Effectivement, pour Trump, il s’agit d’une obsession de longue date. En 1987 déjà, il dépensait 100 000 dollars de l’époque pour acheter des pleines pages dans des journaux afin de décrier les déficits commerciaux des États-Unis avec leurs alliés. Il considérait cela comme une sorte de traîtrise, une faute politique. On constate qu’il y a une vraie fixation sur ce sujet de sa part.
Maintenant, il faut voir ce qu’en dit l’analyse économique. Nous allons plutôt parler de solde courant, qui est une notion plus large que le solde commercial puisqu’il inclut le commerce de services et certains transferts internationaux. Il s’agit donc d’une grandeur macroéconomique qui reflète l’équilibre entre l’épargne et l’investissement de la nation ou bien, ce qui revient au même, l’équilibre entre sa consommation et sa production. Ainsi, les États-Unis ont un déficit courant important car ils n’épargnent pas assez par rapport à ce qu’ils investissent, ou ils consomment plus qu’ils ne produisent, ce qui revient au même.
Or, le fait d’imposer des droits de douane ne change pas cela, pas directement en tout cas. Et c’est une analyse qui est valable pour tous les pays. Les droits de douane ne représentent pas un outil efficace pour influencer le déséquilibre commercial, cela n’a pas d’impact. On l’a d’ailleurs vu l’an dernier, de nouveaux droits de douane ont été imposés par les États-Unis mais pourtant dans le même temps, il y a eu un approfondissement significatif d’une centaine de milliards de dollars du déficit commercial américain. Il y avait eu à ce moment-là une réforme fiscale mise en place, qui a augmenté le déficit public ce qui s’est reflétée sur le déficit commercial.
Pourquoi, en pratique, cela n’a pas réellement d’impact ?
Si je décide d’imposer des droits de douane à un seul partenaire, cela se reflètera sur mon solde bilatéral avec lui. Mais ce sera compensé par les soldes avec les autres partenaires s’il n’y a pas en même temps une correction macroéconomique. Si les Américains n’épargnent pas plus qu’ils ne le font aujourd’hui, ils auront un déficit courant. Ils peuvent vouloir se protéger de la Chine, moins importer depuis ce pays, mais ils importeront plus des autres pays ensuite pour compenser. Nous commençons déjà à l’observer en regardant leurs dernières statistiques : les importations en provenance de la Chine ont un peu diminué, et celles notamment en provenance du Mexique et de l’Europe ont légèrement augmenté.
Dans votre article paru dans Politique étrangère de l’Institut Français des Relations Internationales (« 2019-2029, Quel monde dans 10 ans ?, Printemps 2019), vous évoquez la politique commerciale de l’administration Trump non pas comme une cause unique de la guerre commerciale sino-américaine, mais plutôt comme un point de départ. Finalement, quelles sont les causes structurelles derrière ces tensions ?

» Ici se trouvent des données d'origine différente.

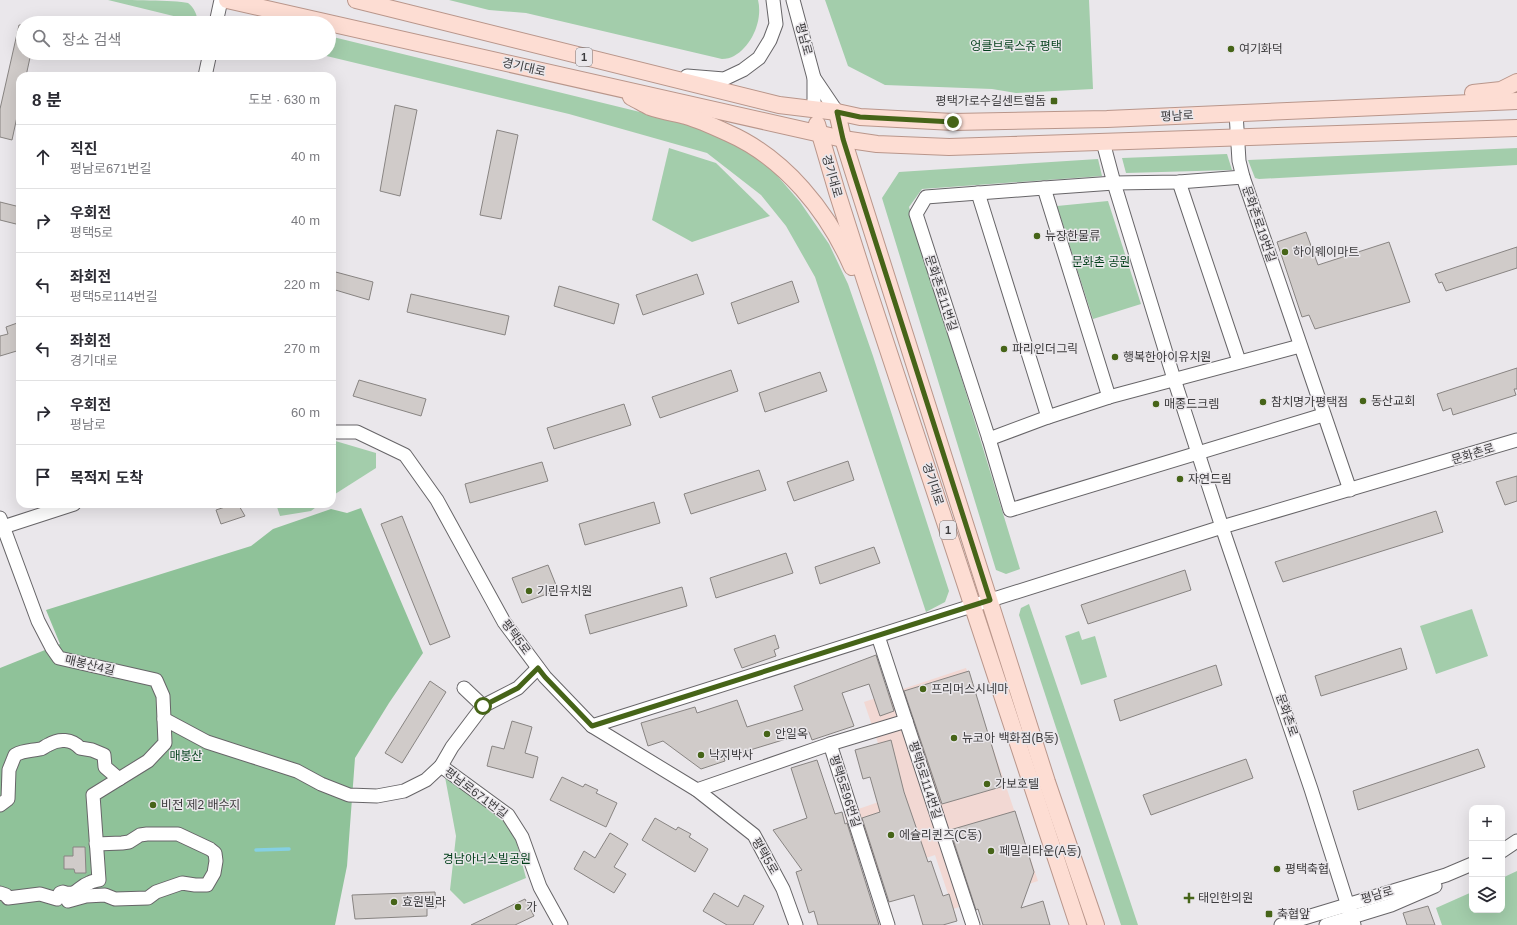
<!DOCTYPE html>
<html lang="ko">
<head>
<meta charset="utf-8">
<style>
	:root { --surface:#fff; --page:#f7f7f7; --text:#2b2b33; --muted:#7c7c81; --line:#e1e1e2 }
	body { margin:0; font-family:Helvetica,"Noto Sans KR",sans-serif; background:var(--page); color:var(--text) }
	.controls { position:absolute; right:12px; bottom:12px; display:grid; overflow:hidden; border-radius:8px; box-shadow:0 4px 16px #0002 }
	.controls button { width:36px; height:36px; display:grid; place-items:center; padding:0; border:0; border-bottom:1px solid var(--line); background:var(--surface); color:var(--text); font:20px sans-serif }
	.stop { position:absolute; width:12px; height:12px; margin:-9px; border:3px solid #466418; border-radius:50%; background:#fff }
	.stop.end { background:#466418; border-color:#fff; box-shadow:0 1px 4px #0008 }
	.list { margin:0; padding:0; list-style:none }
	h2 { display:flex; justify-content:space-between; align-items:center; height:52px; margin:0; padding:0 16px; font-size:17px }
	h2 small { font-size:13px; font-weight:400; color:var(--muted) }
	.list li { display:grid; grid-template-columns:26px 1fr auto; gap:12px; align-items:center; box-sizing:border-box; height:64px; padding:0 16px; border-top:1px solid var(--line) }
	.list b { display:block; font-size:15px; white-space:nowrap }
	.list p { margin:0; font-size:13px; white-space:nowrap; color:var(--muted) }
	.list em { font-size:13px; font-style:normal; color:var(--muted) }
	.icon { flex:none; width:22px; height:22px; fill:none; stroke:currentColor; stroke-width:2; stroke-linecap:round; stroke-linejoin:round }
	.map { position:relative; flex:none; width:1517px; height:925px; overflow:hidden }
	.search { position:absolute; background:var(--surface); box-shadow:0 4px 16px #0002; left:16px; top:16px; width:320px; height:44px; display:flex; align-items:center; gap:10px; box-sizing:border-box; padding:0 14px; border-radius:22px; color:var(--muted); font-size:15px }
	.panel { position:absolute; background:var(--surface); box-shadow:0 4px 16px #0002; left:16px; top:72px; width:320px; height:436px; border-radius:12px }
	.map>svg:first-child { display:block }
</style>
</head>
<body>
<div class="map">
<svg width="1517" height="925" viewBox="0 0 1517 925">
	<rect width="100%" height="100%" fill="#eae7eb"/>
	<path fill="#f2d8d3" d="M966,668L1038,881L953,909L935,855L866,878L844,814L896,796L864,702Z"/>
	<g fill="#a3cdab">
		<path d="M108,0C126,0 174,0 188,3C194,7 197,15 198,22Z"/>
		<path d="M449,0H758C763,20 752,46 734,56C731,58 726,59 722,59L526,13L489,10Z"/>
		<path d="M825,0H1089L1093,89L1016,93L992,89L885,85L848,66Z"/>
		<path d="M329,36L685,123L742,148L774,172L800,202L829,244L848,284L873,356L949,591L945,602L926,612L815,277L786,226L761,195L707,153L569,114L314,53H329Z"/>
		<path d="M669,148L716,163L770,216L692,242L652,220Z"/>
		<path d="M1517,148V165L1259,179L1255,178L1248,160Z"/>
		<path d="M1227,154L1232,170L1126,173L1122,158Z"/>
		<path d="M1098,159L1102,176L922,189L909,207L1020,569L1006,574L996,570L882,198L899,172Z"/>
		<path d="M1108,201L1141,304L1093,319L1057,206Z"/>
		<path d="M332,440L376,453V468L332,496Z"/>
		<path d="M276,504H320L311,511L280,516Z"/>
		<path d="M1029,604L1124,883L1138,925H1121L1019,615L1021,608Z"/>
		<path d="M1472,609L1488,656L1436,674L1420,626Z"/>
		<path d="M1079,631L1082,640L1095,636L1107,677L1081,685L1065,636Z"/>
		<path d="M445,777L506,817L513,829L526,878L464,904L450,890L456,836Z"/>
		<path d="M1517,871V925H1442L1436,908L1472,892V910H1502V878Z"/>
	</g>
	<path fill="#8fc299" d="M361,508L423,653L389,703L355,758L347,866L335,925H0V668L60,644L46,610L251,546L273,529L331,509L347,513Z"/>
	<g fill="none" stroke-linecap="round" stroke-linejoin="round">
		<path stroke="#85d0e3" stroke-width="3.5" d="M256,850L289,849"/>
	</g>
	<g fill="#d0cbc9" stroke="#888482">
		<path d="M19,25H23V53H31L26,76H20V103L12,140L0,137V109Z"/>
		<path d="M395,105L417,110L400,196L380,191Z"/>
		<path d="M497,130L518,135L501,219L480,215Z"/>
		<path d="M0,202L20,207V225L0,220Z"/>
		<path d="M1306,232L1318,265L1389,242L1410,302L1315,329L1309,315L1302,317L1277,242Z"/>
		<path d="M1517,247V268L1446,291L1442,282L1439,283L1435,274Z"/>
		<path d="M332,271L373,282L369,300L332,289Z"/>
		<path d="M697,274L704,294L643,315L636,295Z"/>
		<path d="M792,281L799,302L738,324L731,303Z"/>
		<path d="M559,286L619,304L614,324L554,306Z"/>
		<path d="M411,294L509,316L505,335L407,312Z"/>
		<path d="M20,322V350L0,356V336L8,334L6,327Z"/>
		<path d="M1517,368V389H1514L1516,395L1453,415L1451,408L1443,411L1437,394Z"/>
		<path d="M731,370L738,391L660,418L652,397Z"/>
		<path d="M820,372L827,391L765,412L759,393Z"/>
		<path d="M359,380L426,399L421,416L353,396Z"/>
		<path d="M624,404L631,425L554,449L547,428Z"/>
		<path d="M848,461L854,480L794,501L787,482Z"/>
		<path d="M542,462L548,481L470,503L465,484Z"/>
		<path d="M759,470L766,490L691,514L684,494Z"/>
		<path d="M1517,476V501L1505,505L1496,482Z"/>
		<path d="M654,502L660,523L585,545L579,524Z"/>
		<path d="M223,504H238L245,516L221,524L216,510L225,507Z"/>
		<path d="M1436,511L1443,532L1283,582L1275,562Z"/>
		<path d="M402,516L450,637L430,645L381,524Z"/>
		<path d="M874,547L880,563L820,584L815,567Z"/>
		<path d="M786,553L793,573L716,598L710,578Z"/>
		<path d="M548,565L558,590L522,603L512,578Z"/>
		<path d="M1185,570L1191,590L1088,624L1081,605Z"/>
		<path d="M682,587L687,606L590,634L585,615Z"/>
		<path d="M775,635L779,648L774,650L776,656L742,668L734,649Z"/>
		<path d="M1401,648L1407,669L1321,696L1315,676Z"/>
		<path d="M876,655L894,711L880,716L869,684L842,693L854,726L812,740L809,732L724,758L725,761L701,769L663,741L648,746L641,723L695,707L697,713L737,700L747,727L803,710L794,686Z"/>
		<path d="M1216,665L1222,685L1120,721L1114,700Z"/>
		<path d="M969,671L1004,786L942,804L904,691Z"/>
		<path d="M430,681L446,692L402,763L385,753Z"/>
		<path d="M512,721L532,727L525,753L538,757L533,778L487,766L492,746L504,749Z"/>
		<path d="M891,740L904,792L928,862L931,861L943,896L949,894L957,921L943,925H923L914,895L889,902L862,818L880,812L870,777L863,779L855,750Z"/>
		<path d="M1478,749L1485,767L1358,810L1353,791Z"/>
		<path d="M1246,759L1253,778L1151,815L1143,795Z"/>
		<path d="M817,760L835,814L842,812L845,824L847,823L879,925H818L814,911L809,913L796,872L802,870L773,830L807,818L791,768Z"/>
		<path d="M562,777L583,787L585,784L598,790L596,793L617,803L606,827L550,800Z"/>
		<path d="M1015,811L1034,872L1021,908L1043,901L1050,925H983L978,909L976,910L950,830Z"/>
		<path d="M655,818L676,830L678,827L691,834L689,837L708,849L695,872L642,840Z"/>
		<path d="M610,833L628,844L614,867L626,874L614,893L574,869L584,851L595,858Z"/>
		<path d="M73,847H85L86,873H75L74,869H64V856H73Z"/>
		<path d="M435,892L436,908H427V916L355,919L352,895Z"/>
		<path d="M714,893L738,907L744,895L764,906L753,925H727L703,911Z"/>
		<path d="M525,899L534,916L515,925H471Z"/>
		<path d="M1428,906L1435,925H1407L1403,913Z"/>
	</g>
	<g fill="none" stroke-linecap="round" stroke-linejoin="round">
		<defs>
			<g id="minor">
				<path d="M793,0L814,78V110"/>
				<path d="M216,23L221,0"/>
				<path d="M205,76L210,53"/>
				<path d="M687,76L724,79L743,70L759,58L770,40L776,24L773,0"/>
				<path d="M814,78L837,112"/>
				<path d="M1236,113L1239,161L1243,177L1350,490"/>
				<path d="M1243,177L1179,182L1114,183L1044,188L926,197L916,214L989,439L1010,510L1323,415"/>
				<path d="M1179,182L1239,361"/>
				<path d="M1044,188L1109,397"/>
				<path d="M978,193L1048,417"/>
				<path d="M332,432H357L405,455L437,500L504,622L545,677L592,726L697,790L754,835L783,889L796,925"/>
				<path d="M989,439L1048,417L1109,397L1300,346"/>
				<path d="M0,518L38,621L52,648L59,658L156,680L163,696L165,743L148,761L93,795L99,880C95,881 92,881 89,883C77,887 77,897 63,892L60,893L57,899L40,894L8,898L6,895L0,893"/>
				<path d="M0,528L74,504"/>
				<path d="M878,636L973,925"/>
				<path d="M464,688L483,706"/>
				<path d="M164,719L207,742L297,771L321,784L349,795L377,796L404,791L426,780L441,766L452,747L483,706L518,688L538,668"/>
				<path d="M592,726L1222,527L1174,379L1114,183L1103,142"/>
				<path d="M830,744L888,925"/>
				<path d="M441,766L508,815L522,837L540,887L561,925"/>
				<path d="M697,790L830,744L906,721"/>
				<path d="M0,805L8,799L9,770L15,755C24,750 31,751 40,749C43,749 45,746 48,745C59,738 72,739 80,748L92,750L104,755L105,767L119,779"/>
				<path d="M1502,851L1517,841"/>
				<path d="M68,901L86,896L105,895L115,899L148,898L156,892L182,883L195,885H207L214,873L216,861L215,853L210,849L178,834H147L140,835L129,842L122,843L96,844"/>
				<path d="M1281,925L1446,875L1472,864"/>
				<path d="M1326,925L1391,905L1435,886"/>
				<path d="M1354,925L1311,789L1222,527L1517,440"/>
			</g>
			<g id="major">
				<path d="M227,0L843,139L877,144L949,147L1517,128"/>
				<path d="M356,0L779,105L837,112L860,117L953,122L1107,119L1517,101"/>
				<path d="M1473,93L1501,90L1517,82"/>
				<path d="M631,97C637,100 644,104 650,107C661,111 674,113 686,116C700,120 715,127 728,133C785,158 828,212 852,267"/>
				<path d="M837,112L843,139L853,171L1047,782L1096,925"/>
				<path d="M817,124L837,192L865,280L1078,925"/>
			</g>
		</defs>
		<use href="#minor" stroke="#676568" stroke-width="15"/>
		<use href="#major" stroke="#b9968b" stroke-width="18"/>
		<use href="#minor" stroke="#fff" stroke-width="13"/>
		<use href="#major" stroke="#fdddd3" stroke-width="16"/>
	</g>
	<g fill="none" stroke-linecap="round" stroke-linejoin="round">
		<path stroke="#466418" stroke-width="5" d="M483,706L518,688L538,668L545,677L592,726L990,600L853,171L843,139L837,112L860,117L953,122"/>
	</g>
	<g fill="#466418" stroke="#eae7eb" stroke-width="1.5">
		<circle cx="1231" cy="49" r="4"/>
		<rect x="1050" y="97" width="8" height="8" rx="2"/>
		<circle cx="1037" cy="236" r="4"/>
		<circle cx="1285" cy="252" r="4"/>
		<circle cx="1004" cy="349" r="4"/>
		<circle cx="1115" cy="357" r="4"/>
		<circle cx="1363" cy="401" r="4"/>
		<circle cx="1263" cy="402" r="4"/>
		<circle cx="1156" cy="404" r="4"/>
		<circle cx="1180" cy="479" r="4"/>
		<circle cx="529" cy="591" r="4"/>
		<circle cx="923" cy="689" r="4"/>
		<circle cx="767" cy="734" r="4"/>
		<circle cx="954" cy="738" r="4"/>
		<circle cx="701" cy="755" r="4"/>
		<circle cx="987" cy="784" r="4"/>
		<circle cx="153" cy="805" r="4"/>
		<circle cx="891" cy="835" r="4"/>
		<circle cx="991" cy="851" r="4"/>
		<circle cx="1277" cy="869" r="4"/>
		<path d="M1187 892h4v4h4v4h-4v4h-4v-4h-4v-4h4z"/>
		<circle cx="394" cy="902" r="4"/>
		<circle cx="518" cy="907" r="4"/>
		<rect x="1265" y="910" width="8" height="8" rx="2"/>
	</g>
	<g text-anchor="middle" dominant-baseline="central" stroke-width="3" stroke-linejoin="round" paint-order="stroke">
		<g fill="#eae7eb" stroke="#706f71" stroke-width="1">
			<rect x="576" y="48" width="16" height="18" rx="3"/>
			<rect x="940" y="521" width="16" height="18" rx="3"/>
		</g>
		<g font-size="11" font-weight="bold" fill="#3c3b3d">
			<text x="584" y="57">1</text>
			<text x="948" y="530">1</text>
		</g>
		<g font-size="12" fill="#3c3b3d" stroke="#eae7eb">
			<text transform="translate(804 39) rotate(75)">평남로</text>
			<text transform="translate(524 67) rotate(13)">경기대로</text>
			<text transform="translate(1177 116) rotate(-3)">평남로</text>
			<text transform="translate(832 176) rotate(74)">경기대로</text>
			<text transform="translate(1259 224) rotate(71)">문화촌로19번길</text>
			<text transform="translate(941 293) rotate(72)">문화촌로11번길</text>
			<text transform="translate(1473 454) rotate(-17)">문화촌로</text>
			<text transform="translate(933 484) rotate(72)">경기대로</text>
			<text transform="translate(516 637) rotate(54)">평택5로</text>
			<text transform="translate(90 665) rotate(13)">매봉산4길</text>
			<text transform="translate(1287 715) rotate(71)">문화촌로</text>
			<text transform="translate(925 780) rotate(72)">평택5로114번길</text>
			<text transform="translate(845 791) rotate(72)">평택5로96번길</text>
			<text transform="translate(476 793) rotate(37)">평남로671번길</text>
			<text transform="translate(765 856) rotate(60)">평택5로</text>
			<text transform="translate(1377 895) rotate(-16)">평남로</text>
		</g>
		<g font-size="12" fill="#023f1a" stroke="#eae7eb">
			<text x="1016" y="46">엉클브룩스쥬 평택</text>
			<text x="1101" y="262">문화촌 공원</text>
			<text x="186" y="756">매봉산</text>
			<text x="487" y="859">경남아너스빌공원</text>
		</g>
		<g font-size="12" fill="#3c3b3d" stroke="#eae7eb" text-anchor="start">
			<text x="1239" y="49">여기화덕</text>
			<text x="1046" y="101" text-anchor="end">평택가로수길센트럴돔</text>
			<text x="1045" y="236">뉴장한물류</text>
			<text x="1293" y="252">하이웨이마트</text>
			<text x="1012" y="349">파리인더그릭</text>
			<text x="1123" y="357">행복한아이유치원</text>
			<text x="1371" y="401">동산교회</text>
			<text x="1271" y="402">참치명가평택점</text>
			<text x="1164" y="404">매종드크렘</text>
			<text x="1188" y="479">자연드림</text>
			<text x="537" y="591">기린유치원</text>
			<text x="931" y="689">프리머스시네마</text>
			<text x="775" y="734">안일옥</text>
			<text x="962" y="738">뉴코아 백화점(B동)</text>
			<text x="709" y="755">낙지박사</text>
			<text x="995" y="784">가보호텔</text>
			<text x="161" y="805">비전 제2 배수지</text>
			<text x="899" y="835">에슐리퀸즈(C동)</text>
			<text x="999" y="851">페밀리타운(A동)</text>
			<text x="1285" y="869">평택축협</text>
			<text x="1198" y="898">태인한의원</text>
			<text x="402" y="902">효원빌라</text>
			<text x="526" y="907">가</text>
			<text x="1277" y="914">축협앞</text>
		</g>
	</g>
</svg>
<div class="controls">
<button>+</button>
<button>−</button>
<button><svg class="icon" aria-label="layers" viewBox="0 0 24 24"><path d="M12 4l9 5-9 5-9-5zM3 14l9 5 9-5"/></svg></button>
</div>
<div class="stop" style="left:483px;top:706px"></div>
<div class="stop end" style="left:953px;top:122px"></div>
<div class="search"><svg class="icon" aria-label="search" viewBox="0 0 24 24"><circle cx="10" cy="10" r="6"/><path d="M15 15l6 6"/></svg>장소 검색</div>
<section class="panel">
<h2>8 분<small>도보 · 630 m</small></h2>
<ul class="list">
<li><svg class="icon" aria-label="ahead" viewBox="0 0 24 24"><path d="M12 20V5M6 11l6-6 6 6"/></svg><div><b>직진</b><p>평남로671번길</p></div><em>40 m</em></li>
<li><svg class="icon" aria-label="right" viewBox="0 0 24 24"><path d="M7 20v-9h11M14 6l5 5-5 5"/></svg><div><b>우회전</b><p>평택5로</p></div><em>40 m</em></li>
<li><svg class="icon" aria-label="left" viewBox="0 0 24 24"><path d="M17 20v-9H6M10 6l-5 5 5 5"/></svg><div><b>좌회전</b><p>평택5로114번길</p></div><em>220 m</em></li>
<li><svg class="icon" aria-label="left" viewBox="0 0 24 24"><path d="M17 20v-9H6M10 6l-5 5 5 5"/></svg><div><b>좌회전</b><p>경기대로</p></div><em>270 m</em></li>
<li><svg class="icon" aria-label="right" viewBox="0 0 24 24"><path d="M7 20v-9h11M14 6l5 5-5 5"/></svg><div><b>우회전</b><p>평남로</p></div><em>60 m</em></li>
<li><svg class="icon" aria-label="arrive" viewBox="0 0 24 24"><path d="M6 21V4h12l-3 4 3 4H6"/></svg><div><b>목적지 도착</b></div></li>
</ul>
</section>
</div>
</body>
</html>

La personnalité de Donald Trump ajoute un style provocateur, une certaine brutalité qui lui est propre. Sa politique n’est pas une cause unique de ces tensions mais plutôt un point de départ. Ce que j’ai voulu souligner, c’est qu’il existe des causes profondes à ces tensions commerciales qui sont liées aux grandes évolutions structurelles de l’économie mondiale.
Ces grandes évolutions, depuis 20 ans, sont tout d’abord liées au développement accéléré de la Chine en particulier, des échanges commerciaux, du développement des chaînes de valeurs des multinationales et bien sûr des technologies de l’information et de la communication.
Tout cela a changé la donne. En conséquence, il y a tout d’abord eu un retournement des avantages comparatifs. Pour les États-Unis la production de biens manufacturés est devenue une faiblesse, cela ne constitue plus un avantage comparatif pour eux désormais. Ils sont aujourd’hui performants dans le développement de multinationales, les investissements et dans les exportations de services. C’est le contraire pour la Chine.
Ensuite, les pays émergents ont acquis une importance dans le système commercial multilatéral, qui n’existait pas lors de la négociation des accords qui ont conduit à la création de l’OMC, qui s’est déroulée entre 1986 et 1994. Ces pays étaient alors totalement périphériques. On ne leur demandait pas de concession, mais on ne faisait pas grand-chose pour eux non plus. Ainsi, les concessions s’accordaient entre pays riches, et des niveaux de droits de douane très bas ont été atteints dans ces derniers, bien plus que dans les pays en développement. Cela crée une asymétrie très forte actuellement, qui rend difficile l’établissement d’accords entre grands pays émergents et grands pays développés. Je parle de « grands » car il y a 164 pays membres à l’OMC, mais il serait faux de dire que les 164 ont leur mot à dire. Le vrai « jeu » se déroule entre une dizaine de grands pays, à peine. Donc cette asymétrie fait que nous n’avons plus, en tant que pays développés, beaucoup à leur offrir.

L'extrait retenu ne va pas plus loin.